What is required:
When a line below contains the string "Killian", show that line.
┄┄┄┄┄┄┄┄┄┄
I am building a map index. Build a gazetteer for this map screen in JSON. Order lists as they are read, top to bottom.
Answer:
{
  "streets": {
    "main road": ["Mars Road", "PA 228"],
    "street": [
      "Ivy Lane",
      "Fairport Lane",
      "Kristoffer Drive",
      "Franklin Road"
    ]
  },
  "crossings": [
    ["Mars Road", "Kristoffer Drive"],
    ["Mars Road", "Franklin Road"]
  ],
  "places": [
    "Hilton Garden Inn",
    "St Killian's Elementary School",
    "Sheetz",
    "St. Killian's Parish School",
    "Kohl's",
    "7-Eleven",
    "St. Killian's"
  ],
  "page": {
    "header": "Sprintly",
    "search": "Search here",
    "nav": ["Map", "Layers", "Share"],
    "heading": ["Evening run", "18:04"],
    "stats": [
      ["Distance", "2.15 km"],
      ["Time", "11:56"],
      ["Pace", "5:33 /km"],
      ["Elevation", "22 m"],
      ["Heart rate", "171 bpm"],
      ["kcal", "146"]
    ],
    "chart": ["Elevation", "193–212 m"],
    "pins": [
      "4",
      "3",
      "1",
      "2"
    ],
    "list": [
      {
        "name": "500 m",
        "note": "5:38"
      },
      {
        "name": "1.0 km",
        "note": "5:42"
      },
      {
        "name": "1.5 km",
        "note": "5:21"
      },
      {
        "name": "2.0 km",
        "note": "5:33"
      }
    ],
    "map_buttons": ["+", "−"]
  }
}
┄┄┄┄┄┄┄┄┄┄
Your solution:
    "St Killian's Elementary School",
    "St. Killian's Parish School",
    "St. Killian's"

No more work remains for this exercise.